* [INPUT DATA]:

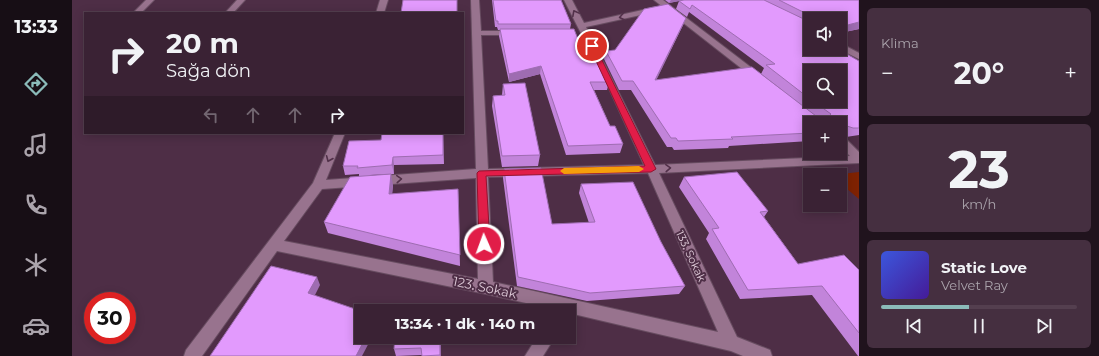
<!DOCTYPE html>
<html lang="tr">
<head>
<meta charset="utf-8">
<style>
	:root { --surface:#3a2234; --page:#452f40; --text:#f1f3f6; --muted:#aba4ac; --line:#543f4f; --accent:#8bbbb9 }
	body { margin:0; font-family:Montserrat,sans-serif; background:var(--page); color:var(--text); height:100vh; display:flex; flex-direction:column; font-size:15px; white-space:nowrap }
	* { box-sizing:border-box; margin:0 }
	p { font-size:13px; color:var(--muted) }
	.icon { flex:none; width:22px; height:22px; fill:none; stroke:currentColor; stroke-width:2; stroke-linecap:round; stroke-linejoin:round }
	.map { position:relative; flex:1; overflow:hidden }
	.details { display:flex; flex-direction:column; gap:8px; padding:8px; background:#20131d; width:240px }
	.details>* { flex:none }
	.guide { position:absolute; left:12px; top:12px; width:380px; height:122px; border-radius:0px; box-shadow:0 2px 10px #0003,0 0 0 1px var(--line); background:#3a2234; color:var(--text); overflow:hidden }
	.tools { position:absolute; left:731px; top:12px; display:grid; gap:8px }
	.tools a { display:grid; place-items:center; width:44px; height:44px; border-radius:0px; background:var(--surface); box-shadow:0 2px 10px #0003,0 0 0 1px var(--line); font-size:20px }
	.speed { position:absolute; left:12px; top:292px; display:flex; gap:8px; font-size:20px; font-weight:700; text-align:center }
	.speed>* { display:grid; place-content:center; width:52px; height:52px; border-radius:50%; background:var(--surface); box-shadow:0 2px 10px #0003,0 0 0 1px var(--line); line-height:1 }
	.speed .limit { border:6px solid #d22; background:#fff; color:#111 }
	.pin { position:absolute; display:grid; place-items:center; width:34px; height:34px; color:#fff; margin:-17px; border:2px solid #fff; border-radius:50%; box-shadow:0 1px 4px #0007 }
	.me { position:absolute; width:44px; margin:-22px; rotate:358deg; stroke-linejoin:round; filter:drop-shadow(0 0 3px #0008) }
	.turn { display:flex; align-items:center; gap:14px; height:84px; padding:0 16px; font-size:18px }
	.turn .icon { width:52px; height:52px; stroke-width:2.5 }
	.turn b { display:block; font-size:28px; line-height:34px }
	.lanes { display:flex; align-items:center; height:38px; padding:0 16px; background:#0003; justify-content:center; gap:20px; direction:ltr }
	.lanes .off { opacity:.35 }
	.big { font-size:30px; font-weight:700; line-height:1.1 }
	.details .widget { flex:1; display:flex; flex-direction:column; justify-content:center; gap:6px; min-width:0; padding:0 14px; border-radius:6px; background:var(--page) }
	.details .dial { align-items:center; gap:0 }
	.dial b { font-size:52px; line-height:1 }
	.song { display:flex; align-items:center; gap:12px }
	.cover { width:48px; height:48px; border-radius:6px; background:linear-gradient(135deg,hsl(230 70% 55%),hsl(260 70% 35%)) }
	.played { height:4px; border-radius:2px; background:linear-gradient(90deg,var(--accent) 45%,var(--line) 45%) }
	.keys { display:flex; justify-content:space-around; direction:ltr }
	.heat { display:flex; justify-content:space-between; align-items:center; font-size:22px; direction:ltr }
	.trip { position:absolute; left:282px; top:304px; width:222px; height:40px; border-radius:0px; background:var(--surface); box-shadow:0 2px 10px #0003,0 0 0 1px var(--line); font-weight:700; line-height:40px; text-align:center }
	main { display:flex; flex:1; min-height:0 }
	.tabs { display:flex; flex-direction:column; width:72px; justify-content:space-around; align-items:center; background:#170e15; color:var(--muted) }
	.tabs .icon { width:28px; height:28px }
	.tabs .on { color:var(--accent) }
	.tabs b { font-size:18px; color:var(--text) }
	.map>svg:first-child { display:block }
	.green { fill:#7f2202 }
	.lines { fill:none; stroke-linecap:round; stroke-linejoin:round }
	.street-casing { stroke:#674c60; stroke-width:2 }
	.street { fill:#98738e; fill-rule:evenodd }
	.wall { fill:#c284da; fill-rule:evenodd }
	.shaded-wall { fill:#9e6cb1 }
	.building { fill:#e29afd; stroke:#9e6cb1 }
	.oneway { stroke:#52314a }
	.route { fill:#e11d48; stroke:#92132f }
	.slow { fill:#f59e0b }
	.labels { text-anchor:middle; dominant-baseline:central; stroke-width:4; stroke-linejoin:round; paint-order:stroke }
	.street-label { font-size:11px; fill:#dfcbd9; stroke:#4e2e46 }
	.near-street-label { font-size:13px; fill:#dfcbd9; stroke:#4e2e46 }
</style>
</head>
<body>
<main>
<nav class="tabs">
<b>13:33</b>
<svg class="icon on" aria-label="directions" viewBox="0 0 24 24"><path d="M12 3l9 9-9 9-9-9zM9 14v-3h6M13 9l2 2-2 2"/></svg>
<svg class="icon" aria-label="music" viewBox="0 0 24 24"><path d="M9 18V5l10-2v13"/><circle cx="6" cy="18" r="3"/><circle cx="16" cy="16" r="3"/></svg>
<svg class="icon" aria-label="phone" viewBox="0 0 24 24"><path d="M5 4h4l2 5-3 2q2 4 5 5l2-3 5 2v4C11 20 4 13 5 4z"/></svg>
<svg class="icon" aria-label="climate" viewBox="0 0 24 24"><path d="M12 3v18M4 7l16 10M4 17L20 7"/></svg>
<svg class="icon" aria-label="car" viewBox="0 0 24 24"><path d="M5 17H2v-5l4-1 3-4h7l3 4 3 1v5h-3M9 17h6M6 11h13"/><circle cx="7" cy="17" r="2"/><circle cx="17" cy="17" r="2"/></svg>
</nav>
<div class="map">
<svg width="787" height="356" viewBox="0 0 787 356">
	<rect width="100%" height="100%" fill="#4e2e46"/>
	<path class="green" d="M 787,172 L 787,199 L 768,183 L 768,175 L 761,175 Z"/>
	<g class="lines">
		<defs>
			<g id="street">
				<path d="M 74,0 L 82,0 L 69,13 L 61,13 Z"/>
				<path d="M 165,0 L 173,0 L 161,13 L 153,13 Z"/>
				<path d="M 308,0 L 316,0 L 312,13 L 304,13 Z"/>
				<path d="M 399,0 L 407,0 L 409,31 L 443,31 L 447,33 L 443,35 L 409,35 L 416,169 L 572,165 L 535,84 L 492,0 L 500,0 L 512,23 L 584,7 L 588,9 L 587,11 L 514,27 L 583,165 L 778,156 L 768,146 L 768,136 L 772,137 L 787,152 L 787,163 L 587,173 L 665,337 L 698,350 L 700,356 L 671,356 L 659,351 L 497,313 L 497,311 L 490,311 L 414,294 L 205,251 L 130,356 L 112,356 L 114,350 L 241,183 L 263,133 L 273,133 L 254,180 L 404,169 ZM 576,173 L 646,332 L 421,282 L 416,177 ZM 404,178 L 406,279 L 212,241 L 250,189 Z"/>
				<path d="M 582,0 L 591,0 L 689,75 L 691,77 L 689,79 L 683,79 Z"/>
				<path d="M 768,43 L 787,53 L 787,59 L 767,49 Z"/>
				<path d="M 465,337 L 483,337 L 471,356 L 453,356 Z"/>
			</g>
		</defs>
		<use href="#street" class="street-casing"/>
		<use href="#street" class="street"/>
	</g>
	<g class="wall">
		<path d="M 420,0 L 489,0 L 499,24 L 498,29 L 511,52 L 537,82 L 535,90 L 522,90 L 538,126 L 551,144 L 548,153 L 494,155 L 468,74 L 437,82 L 427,36 L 428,30 L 426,30 L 425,27 L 423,27 Z"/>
		<path d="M 593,0 L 612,0 L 597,3 Z"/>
		<path d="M 612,0 L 787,0 L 787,29 L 768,33 L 768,19 L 738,19 L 738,49 L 787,61 L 787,135 L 774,137 L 769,135 L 768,136 L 768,123 L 738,123 L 738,141 L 657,146 L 656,148 L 602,150 L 600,147 L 595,147 L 559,90 L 547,90 L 532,59 L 534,51 L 543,50 L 614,18 L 611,25 L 584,80 L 710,90 L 689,74 L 692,68 L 617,12 L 615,17 L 604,9 L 607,1 ZM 738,71 L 768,101 L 738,101 Z"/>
		<path d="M 431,84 L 468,155 L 466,166 L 430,167 L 420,106 L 421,96 L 430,95 Z"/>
		<path d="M 371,133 L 372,164 L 322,165 L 322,174 L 298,175 L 321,185 L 320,194 L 386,189 L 388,266 L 256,233 L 252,222 L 287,176 L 287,174 L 273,175 L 271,166 L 309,140 Z"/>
		<path d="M 432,169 L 480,224 L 517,223 L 507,193 L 509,184 L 589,242 L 613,286 L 607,294 L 515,301 L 445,286 L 431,178 Z"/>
		<path d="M 612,177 L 696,211 L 692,217 L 726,264 L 787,270 L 787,356 L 786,356 L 740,295 L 668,299 L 634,239 L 637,233 L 607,187 Z"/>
		<path d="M 323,337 L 369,337 L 369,356 L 350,356 L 350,355 L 324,356 L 322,349 Z"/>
	</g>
	<g class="shaded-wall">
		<path d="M 599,0 L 612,0 L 597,3 Z"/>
		<path d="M 614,18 L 611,25 L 580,89 L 583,80 Z"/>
		<path d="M 787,22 L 787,29 L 768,33 L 768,27 Z"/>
		<path d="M 469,66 L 468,74 L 437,82 L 437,74 Z"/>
		<path d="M 321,157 L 322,165 L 322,174 L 320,165 Z"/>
		<path d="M 319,174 L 321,185 L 319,206 L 317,194 Z"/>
		<path d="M 245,277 L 248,285 L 240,301 L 236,293 Z"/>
		<path d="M 294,337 L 300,337 L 290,356 L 284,356 Z"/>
		<rect x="368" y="337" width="1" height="19"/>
	</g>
	<g class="building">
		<path d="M 331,0 L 385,0 L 385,13 L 329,13 Z"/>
		<path d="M 421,0 L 489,0 L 499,24 L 426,24 L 426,21 L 424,21 Z"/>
		<path d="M 612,0 L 692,0 L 738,22 L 738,49 L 766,49 L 787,61 L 787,128 L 781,128 L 775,126 L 773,129 L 768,130 L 768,123 L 738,123 L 738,133 L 659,137 L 661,139 L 606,141 L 604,138 L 599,138 L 561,81 L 550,81 L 534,51 L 543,50 L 572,9 L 596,4 L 614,18 L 583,80 L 680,67 L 744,116 L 757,116 L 759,114 L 741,101 L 768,101 L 768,71 L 738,71 L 738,99 L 694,65 L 703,64 L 620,5 L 618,9 L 607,1 Z"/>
		<path d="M 707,0 L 787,0 L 787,22 L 768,27 L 768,19 L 743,19 L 743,18 Z"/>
		<path d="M 428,29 L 502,29 L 511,52 L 523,52 L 537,82 L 518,82 L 538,126 L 543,126 L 551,144 L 496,146 L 469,66 L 437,74 Z"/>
		<path d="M 453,83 L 468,155 L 430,156 L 421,96 L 433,95 L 431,84 Z"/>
		<path d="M 310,133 L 371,133 L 371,155 L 321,157 L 320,165 L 285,168 L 286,166 L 271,166 L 277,141 L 309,140 Z"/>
		<path d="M 469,168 L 480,224 L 523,222 L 509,184 L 561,182 L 589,242 L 613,286 L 518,293 L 446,277 L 432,169 Z"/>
		<path d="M 665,172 L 696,211 L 688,212 L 726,264 L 772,255 L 787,270 L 787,333 L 750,286 L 676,290 L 640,229 L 647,228 L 612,177 Z"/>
		<path d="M 319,174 L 317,194 L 386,189 L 388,255 L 252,222 L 278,177 Z"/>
		<path d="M 199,266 L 245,277 L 236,293 L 289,311 L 289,337 L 294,337 L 284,356 L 138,356 Z"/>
		<path d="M 323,337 L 368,337 L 368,355 L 350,356 L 349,348 L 322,349 Z"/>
	</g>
	<defs><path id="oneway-chevron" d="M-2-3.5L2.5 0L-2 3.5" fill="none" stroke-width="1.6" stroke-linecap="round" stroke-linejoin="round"/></defs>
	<g class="oneway">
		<use href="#oneway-chevron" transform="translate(503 13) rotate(-118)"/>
		<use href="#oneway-chevron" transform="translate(550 17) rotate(167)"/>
		<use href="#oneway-chevron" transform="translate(257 159) rotate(113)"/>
		<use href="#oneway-chevron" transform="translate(596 168) rotate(-3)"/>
		<use href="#oneway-chevron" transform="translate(327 179) rotate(-4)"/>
	</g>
	<path class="route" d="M 520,44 L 523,46 L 584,169 L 579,172 L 414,176 L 418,244 L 416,247 L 412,249 L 409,247 L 407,244 L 405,173 L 407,171 L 573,166 L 517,46 Z"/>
	<path class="slow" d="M 567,166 L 572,169 L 567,172 L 492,174 L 488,171 L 492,168 Z"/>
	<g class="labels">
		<g class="street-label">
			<text transform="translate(619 256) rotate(65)">133. Sokak</text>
		</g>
		<g class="near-street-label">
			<text transform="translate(413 287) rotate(12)">123. Sokak</text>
		</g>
	</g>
</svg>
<div class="tools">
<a><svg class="icon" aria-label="sound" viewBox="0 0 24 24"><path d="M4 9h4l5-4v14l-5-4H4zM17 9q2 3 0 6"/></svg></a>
<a><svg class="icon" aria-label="search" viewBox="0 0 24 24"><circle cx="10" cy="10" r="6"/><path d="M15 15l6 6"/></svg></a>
<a>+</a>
<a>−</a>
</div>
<div class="speed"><div class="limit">30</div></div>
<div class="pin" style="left:520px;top:46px;background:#d93025"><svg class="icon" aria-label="arrive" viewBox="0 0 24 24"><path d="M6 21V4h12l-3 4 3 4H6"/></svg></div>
<svg class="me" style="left:412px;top:244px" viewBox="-20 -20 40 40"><circle r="17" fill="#e11d48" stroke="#fff" stroke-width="3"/><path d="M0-11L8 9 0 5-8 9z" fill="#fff"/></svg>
<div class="trip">13:34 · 1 dk · 140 m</div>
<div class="guide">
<div class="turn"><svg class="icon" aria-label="right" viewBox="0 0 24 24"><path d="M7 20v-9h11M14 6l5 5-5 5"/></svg><div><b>20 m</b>Sağa dön</div></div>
<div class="lanes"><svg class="icon off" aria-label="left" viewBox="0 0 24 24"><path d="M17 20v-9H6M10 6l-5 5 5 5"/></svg><svg class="icon off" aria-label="ahead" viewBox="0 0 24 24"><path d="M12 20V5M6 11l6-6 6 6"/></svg><svg class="icon off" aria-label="ahead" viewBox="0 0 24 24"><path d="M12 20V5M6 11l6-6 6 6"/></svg><svg class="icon" aria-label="right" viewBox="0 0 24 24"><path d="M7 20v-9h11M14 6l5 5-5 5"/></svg></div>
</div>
</div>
<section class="details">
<div class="widget"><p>Klima</p>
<div class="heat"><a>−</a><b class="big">20°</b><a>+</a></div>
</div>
<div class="widget dial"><b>23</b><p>km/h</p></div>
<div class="widget">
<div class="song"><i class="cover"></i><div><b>Static Love</b><p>Velvet Ray</p></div></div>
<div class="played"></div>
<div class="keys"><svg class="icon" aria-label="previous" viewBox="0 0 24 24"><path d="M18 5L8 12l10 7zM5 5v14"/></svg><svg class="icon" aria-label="pause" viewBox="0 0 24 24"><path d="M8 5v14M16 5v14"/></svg><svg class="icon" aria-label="next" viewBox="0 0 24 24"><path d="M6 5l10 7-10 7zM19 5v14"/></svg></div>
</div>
</section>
</main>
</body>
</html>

* [WHAT IS REQUIRED]:
Return the number of lines in the material holding the string "place", and no other text.

* [WRITTEN SOLUTION]:
3